Once I was on official trip to South, I reached Bangalore from Chennai by Shatabdi Express. On reaching Bangalore I came to know that due to some local festival all the offices were closed. I checked in Hotel Empire, Koramangala. I took some rest , had my lunch & I left to visit Lal Bagh Botanical Garden.
The Lalbagh Botanical Garden , started initially as a private garden in an area of 40 acres by Hyder Ali, one of the most famous rulers of old Mysore in 1760. this garden was further developed by Hyder Ali’s son Tipu Sultan and subsequently by the British and Indian doyens of horticulture by extension of area and addition of a number of plant species. Lalbagh is currently under the Directorate of Horticulture, Government of Karnataka. Lalbagh was given the status of a Government Botanical Garden in 1856, and since then, it has been an internationally renowned centre for scientific study of plants and botanical artwork. Today, the garden is a lush green paradise with an area of 240 acres in the heart of the city.
Glass House, modeled on London’s Crystal Palace and Conceived as a venue for horticultural shows.
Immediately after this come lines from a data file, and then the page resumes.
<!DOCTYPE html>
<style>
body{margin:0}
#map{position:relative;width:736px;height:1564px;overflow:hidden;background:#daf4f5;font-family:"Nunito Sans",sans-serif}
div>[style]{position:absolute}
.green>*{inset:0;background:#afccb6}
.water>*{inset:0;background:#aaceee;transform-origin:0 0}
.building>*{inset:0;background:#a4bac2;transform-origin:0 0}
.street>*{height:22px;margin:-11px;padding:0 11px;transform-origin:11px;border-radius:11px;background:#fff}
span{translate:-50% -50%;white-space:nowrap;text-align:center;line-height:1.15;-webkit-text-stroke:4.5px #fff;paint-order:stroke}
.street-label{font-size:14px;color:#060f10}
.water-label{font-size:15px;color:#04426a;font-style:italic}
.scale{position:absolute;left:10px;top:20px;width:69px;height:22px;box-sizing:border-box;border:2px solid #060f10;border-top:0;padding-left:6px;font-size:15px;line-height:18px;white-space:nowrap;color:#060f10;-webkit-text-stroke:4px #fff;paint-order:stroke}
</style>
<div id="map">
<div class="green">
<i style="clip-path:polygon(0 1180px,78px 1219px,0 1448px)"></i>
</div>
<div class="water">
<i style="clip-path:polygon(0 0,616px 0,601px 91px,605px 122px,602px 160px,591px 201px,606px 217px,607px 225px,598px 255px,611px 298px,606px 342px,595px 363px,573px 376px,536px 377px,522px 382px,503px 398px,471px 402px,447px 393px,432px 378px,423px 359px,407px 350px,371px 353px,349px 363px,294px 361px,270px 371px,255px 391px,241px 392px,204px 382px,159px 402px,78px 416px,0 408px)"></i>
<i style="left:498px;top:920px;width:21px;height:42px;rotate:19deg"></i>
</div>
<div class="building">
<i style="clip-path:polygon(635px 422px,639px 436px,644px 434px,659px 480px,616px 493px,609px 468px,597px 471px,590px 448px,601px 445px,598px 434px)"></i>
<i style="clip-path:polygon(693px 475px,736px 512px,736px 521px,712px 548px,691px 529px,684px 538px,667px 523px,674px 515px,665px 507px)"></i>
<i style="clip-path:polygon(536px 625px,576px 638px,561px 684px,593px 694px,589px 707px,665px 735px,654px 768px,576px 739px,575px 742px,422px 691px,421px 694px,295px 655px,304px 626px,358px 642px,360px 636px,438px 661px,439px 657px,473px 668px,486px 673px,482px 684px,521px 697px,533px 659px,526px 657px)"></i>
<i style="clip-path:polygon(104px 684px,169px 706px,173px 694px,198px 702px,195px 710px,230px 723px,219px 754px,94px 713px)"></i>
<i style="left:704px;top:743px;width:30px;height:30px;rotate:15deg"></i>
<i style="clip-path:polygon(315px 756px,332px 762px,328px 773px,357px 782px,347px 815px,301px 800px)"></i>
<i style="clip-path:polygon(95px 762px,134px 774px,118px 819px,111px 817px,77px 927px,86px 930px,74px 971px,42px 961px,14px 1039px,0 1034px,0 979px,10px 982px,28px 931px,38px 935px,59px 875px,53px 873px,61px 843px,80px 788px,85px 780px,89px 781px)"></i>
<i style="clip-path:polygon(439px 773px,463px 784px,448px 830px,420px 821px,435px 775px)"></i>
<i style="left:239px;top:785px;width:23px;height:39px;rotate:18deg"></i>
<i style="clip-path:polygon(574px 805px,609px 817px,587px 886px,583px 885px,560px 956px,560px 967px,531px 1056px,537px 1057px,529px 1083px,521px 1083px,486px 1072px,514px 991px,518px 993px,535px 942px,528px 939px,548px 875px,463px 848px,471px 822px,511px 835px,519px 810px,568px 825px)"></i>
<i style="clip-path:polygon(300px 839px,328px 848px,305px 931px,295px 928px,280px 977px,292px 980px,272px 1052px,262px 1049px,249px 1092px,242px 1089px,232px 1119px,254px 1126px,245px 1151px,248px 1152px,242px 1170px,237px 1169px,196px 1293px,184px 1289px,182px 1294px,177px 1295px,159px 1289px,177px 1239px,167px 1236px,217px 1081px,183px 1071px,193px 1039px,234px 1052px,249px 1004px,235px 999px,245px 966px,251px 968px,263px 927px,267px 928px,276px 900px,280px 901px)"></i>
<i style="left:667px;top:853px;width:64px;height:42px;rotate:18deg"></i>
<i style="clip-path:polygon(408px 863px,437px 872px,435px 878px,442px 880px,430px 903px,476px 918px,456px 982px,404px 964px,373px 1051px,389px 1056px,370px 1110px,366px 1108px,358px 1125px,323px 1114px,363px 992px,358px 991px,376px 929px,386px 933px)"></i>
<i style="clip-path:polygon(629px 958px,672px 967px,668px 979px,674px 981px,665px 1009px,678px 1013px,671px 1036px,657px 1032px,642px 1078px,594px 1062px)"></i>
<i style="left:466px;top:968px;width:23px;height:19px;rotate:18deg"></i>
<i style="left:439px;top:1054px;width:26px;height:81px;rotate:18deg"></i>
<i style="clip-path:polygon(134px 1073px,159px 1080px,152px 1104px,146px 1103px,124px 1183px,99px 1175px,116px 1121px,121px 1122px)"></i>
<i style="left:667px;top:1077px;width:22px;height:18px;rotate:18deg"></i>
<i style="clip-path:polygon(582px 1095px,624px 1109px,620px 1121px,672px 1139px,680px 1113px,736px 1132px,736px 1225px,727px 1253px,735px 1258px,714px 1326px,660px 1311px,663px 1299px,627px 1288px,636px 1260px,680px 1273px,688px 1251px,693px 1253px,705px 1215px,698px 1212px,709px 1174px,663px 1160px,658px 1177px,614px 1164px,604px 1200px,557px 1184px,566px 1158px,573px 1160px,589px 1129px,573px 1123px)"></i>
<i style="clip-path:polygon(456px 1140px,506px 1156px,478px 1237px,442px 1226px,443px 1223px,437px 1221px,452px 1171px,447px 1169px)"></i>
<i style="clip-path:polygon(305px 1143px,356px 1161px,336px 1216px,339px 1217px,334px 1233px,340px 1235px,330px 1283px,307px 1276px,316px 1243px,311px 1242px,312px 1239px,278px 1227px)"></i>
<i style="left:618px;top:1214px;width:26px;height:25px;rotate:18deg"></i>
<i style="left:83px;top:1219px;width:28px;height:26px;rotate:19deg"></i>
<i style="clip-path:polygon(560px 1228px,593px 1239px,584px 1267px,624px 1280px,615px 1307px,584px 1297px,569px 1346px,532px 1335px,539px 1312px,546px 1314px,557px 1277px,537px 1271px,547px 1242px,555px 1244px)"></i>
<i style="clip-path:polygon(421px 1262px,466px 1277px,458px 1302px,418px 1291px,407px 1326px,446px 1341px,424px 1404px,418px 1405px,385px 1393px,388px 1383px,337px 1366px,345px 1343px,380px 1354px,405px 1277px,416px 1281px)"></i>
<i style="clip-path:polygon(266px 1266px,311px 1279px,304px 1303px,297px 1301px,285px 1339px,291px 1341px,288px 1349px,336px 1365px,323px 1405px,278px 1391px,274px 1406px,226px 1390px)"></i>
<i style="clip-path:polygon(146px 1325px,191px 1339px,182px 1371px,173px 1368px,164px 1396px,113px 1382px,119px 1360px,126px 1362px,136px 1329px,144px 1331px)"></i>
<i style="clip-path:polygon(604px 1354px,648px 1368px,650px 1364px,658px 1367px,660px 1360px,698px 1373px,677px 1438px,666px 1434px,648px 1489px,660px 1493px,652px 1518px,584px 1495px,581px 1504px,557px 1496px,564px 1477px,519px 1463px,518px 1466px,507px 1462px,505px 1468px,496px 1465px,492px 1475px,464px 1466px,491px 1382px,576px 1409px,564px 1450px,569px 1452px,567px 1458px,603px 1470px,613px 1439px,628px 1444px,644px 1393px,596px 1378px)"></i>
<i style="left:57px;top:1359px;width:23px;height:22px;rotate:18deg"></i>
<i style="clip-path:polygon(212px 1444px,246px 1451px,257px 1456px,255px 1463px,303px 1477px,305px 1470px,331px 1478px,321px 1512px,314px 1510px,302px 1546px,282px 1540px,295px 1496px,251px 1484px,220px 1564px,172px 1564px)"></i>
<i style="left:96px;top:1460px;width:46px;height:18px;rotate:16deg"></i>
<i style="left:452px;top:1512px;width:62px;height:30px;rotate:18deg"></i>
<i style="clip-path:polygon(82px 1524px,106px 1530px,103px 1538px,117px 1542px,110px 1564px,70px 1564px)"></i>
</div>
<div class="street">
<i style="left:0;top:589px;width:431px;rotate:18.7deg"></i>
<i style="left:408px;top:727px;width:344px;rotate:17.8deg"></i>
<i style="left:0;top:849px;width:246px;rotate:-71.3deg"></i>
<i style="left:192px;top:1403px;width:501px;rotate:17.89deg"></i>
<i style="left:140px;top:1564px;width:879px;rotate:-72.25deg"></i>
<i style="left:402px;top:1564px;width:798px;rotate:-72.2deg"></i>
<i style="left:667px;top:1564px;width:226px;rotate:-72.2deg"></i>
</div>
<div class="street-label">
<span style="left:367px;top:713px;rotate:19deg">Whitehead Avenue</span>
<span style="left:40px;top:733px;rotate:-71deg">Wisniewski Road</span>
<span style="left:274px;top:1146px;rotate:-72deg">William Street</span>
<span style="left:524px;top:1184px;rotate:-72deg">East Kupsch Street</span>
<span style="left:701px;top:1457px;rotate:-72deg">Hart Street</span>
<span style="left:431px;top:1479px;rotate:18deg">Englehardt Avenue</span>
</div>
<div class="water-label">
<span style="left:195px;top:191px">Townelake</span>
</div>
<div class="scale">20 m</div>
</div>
HMT have installed a Flower Clock in Lal Bagh. The clock dial measuring 7 meters in diameter has been decorated with multicolored flowers. It is run by electronic quartz mechanism.
Lotus pound, sorry no lotus because of off-season.
Lalbagh Lake, there is a huge lake inside the Lalbagh, people were doing illegal fishing there.
The Peninsular Gneiss Rock is among the oldest rocks of the earth dating back to 3000 million years. There is a very interesting thing about this rock written on a board over there with the title Geological Survey of India: National Geological Monument: This monument is over a typical exposure of peninsular gneiss, a geological term for complex mixture of granite rocks extensively developed in peninsular India
Hope you enjoyed the photos and were with me during my visit to the garden.